Los enlaces de seguridad habían desaparecido de todos los acoples energéticos, nodos y puntos de transferencia; las restricciones sobre velocidad de reacción se habían eliminado de la nanomaquinaria. En consecuencia, la maquinaria interna de la Plataforma se recalentaba, superando los niveles operativos seguros, y ardía con tal de extraer un segundo más de vida funcional de su cadáver autoinmolado.

Helión intentaba enfocar las pantallas o lanzar descargas contra el núcleo para desviar las partículas de la tormenta. Se trataba de volúmenes de materia increíbles; las máquinas de Helión arrojaban masas de controladores cincuenta veces más grandes que Júpiter desde la fotosfera hacia la capa externa como si fueran granos de arena.

El tablero de estado mostraba que la pérdida de energía había lobotomizado a la mente sofotec Solar. Helión luchaba a solas contra la tormenta.

Alzó los ojos cuando ella entró. Helión tenía un aire de esperanza, de júbilo vasto y divino, de ausencia de culpa y temor.

—Ahora lo veo —tronó su voz trémula en los altavoces de la estación—. ¿Qué otra cosa puede ser la cura para el caos del núcleo del sistema? ¡Es tan simple!

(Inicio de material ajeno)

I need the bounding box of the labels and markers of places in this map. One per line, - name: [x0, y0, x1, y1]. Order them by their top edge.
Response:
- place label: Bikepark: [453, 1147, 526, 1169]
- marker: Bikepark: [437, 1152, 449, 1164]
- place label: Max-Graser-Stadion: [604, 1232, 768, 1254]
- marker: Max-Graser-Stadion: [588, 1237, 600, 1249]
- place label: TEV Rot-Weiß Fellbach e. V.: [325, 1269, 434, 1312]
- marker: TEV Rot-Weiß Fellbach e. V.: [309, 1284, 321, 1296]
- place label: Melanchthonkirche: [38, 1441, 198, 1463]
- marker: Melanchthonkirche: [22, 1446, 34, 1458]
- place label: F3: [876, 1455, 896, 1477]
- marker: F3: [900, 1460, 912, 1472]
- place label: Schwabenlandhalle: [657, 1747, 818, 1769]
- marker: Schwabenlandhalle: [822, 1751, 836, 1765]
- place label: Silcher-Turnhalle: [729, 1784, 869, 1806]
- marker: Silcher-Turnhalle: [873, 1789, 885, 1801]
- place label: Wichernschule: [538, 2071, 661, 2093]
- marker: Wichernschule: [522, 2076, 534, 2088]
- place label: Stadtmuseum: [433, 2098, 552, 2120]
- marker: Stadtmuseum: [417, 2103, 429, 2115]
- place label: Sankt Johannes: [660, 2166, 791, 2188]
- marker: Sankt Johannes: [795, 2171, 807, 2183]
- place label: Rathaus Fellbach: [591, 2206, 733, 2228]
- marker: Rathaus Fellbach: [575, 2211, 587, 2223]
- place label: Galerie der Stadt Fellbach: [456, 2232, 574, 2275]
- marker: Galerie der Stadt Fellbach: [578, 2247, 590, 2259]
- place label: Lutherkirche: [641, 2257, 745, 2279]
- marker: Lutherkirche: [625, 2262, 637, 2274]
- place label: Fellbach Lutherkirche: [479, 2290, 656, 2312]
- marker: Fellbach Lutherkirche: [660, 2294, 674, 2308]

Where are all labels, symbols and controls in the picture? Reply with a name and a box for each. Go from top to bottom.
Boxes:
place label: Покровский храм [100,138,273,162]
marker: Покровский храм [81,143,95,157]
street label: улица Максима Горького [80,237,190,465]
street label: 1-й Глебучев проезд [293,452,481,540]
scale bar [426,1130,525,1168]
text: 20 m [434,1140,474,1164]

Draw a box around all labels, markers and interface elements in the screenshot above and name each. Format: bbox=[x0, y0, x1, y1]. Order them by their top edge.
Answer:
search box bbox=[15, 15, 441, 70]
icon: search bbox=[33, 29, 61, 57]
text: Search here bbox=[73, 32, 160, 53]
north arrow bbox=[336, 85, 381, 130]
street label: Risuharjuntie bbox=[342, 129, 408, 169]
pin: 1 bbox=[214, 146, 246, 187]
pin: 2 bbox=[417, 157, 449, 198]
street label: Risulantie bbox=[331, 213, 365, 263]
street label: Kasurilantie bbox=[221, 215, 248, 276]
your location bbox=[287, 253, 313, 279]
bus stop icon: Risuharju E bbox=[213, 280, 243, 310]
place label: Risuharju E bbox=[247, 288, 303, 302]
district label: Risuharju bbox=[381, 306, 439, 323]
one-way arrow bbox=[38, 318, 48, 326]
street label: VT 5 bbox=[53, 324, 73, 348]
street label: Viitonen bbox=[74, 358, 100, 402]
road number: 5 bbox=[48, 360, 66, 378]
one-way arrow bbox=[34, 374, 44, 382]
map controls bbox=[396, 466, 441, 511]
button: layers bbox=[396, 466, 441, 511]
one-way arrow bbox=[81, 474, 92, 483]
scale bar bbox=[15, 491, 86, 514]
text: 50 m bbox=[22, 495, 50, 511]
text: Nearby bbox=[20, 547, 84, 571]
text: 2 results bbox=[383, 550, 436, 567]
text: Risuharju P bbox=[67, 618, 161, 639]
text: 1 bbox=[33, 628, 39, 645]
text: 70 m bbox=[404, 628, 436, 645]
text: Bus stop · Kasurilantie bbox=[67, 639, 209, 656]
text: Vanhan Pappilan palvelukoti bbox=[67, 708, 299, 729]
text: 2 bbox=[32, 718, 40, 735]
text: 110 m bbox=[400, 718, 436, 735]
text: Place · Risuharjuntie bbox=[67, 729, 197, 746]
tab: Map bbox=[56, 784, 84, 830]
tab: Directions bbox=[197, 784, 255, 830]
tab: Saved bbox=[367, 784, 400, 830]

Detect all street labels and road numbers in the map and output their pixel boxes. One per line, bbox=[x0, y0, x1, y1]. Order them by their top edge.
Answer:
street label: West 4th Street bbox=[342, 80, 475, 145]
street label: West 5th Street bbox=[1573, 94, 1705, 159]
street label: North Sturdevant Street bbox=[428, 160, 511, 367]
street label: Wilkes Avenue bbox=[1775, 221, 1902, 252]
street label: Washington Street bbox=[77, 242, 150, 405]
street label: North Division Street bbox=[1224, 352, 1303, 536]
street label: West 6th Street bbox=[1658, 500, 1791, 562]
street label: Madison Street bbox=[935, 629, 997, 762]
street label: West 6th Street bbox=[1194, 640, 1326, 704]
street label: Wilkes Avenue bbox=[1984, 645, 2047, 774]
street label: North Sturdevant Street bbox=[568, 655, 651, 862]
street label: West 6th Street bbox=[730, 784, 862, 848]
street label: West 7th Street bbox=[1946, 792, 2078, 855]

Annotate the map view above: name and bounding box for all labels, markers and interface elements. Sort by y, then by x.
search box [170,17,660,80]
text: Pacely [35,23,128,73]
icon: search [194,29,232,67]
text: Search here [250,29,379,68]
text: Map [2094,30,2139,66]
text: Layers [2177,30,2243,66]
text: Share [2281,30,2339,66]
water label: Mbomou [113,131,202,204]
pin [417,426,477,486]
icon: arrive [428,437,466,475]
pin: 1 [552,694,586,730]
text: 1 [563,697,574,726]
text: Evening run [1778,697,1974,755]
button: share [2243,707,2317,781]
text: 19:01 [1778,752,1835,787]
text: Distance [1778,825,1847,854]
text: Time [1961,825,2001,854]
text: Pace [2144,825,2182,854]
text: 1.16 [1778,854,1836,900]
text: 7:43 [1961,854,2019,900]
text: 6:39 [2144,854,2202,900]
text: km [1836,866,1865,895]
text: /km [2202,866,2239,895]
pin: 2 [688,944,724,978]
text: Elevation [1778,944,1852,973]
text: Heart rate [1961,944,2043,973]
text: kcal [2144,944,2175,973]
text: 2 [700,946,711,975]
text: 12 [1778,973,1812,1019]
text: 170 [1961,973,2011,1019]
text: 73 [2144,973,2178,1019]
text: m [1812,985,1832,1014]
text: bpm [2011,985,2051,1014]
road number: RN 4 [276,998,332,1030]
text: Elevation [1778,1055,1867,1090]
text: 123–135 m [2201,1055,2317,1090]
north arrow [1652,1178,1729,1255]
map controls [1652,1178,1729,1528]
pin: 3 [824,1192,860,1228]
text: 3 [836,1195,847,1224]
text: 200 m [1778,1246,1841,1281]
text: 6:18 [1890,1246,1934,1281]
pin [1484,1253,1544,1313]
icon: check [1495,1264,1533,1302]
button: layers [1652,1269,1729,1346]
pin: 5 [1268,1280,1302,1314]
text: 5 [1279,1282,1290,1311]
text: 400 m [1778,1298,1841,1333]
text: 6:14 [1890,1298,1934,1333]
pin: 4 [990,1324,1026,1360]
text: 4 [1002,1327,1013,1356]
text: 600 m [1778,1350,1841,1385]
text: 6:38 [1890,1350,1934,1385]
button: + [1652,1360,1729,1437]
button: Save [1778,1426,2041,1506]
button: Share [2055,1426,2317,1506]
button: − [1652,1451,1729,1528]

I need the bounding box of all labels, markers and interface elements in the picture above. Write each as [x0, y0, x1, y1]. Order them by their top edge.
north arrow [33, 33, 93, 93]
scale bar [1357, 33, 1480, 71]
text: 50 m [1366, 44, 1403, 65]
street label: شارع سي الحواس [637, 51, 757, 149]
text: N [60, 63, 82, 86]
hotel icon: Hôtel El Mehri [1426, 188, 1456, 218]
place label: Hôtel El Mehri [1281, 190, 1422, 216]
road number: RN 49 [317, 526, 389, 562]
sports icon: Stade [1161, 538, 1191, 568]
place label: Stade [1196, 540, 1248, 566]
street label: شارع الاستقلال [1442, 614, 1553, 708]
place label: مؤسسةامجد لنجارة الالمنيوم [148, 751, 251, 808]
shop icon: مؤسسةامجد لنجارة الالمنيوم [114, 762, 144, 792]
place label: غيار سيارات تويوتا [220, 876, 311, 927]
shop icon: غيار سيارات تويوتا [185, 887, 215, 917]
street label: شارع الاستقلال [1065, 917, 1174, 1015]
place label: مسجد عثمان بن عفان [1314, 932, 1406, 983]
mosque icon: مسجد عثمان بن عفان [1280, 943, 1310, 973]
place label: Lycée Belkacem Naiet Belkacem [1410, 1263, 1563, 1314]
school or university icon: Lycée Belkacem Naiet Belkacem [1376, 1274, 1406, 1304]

Una brecha en su traje burbujeó y dejó entrar aire supercalentado. Helión gritó, incorporándose de un salto, agitando los brazos. La ráfaga de oxígeno puro de un tanque interno que estallaba transformó la llama del interior de su traje en una luz blanca y pura. La luz se enrojeció como sangre, fue horneada contra el interior del visor en una capa semiopaca.

La armadura destinada a protegerlo pegaba las llamas a la piel del moribundo. La figura en el trono se convulsionó, incapaz de gritar con sus pulmones quemados, hasta que los nervios y los músculos tampoco pudieron reaccionar. Los altavoces emitieron un gemido prolongado. Quizá la consciencia de Helión se demorase durante un largo y terrible instante en su interfaz neurocibernético, antes que las fibras cerebrales artificiales y los circuitos se derritieran.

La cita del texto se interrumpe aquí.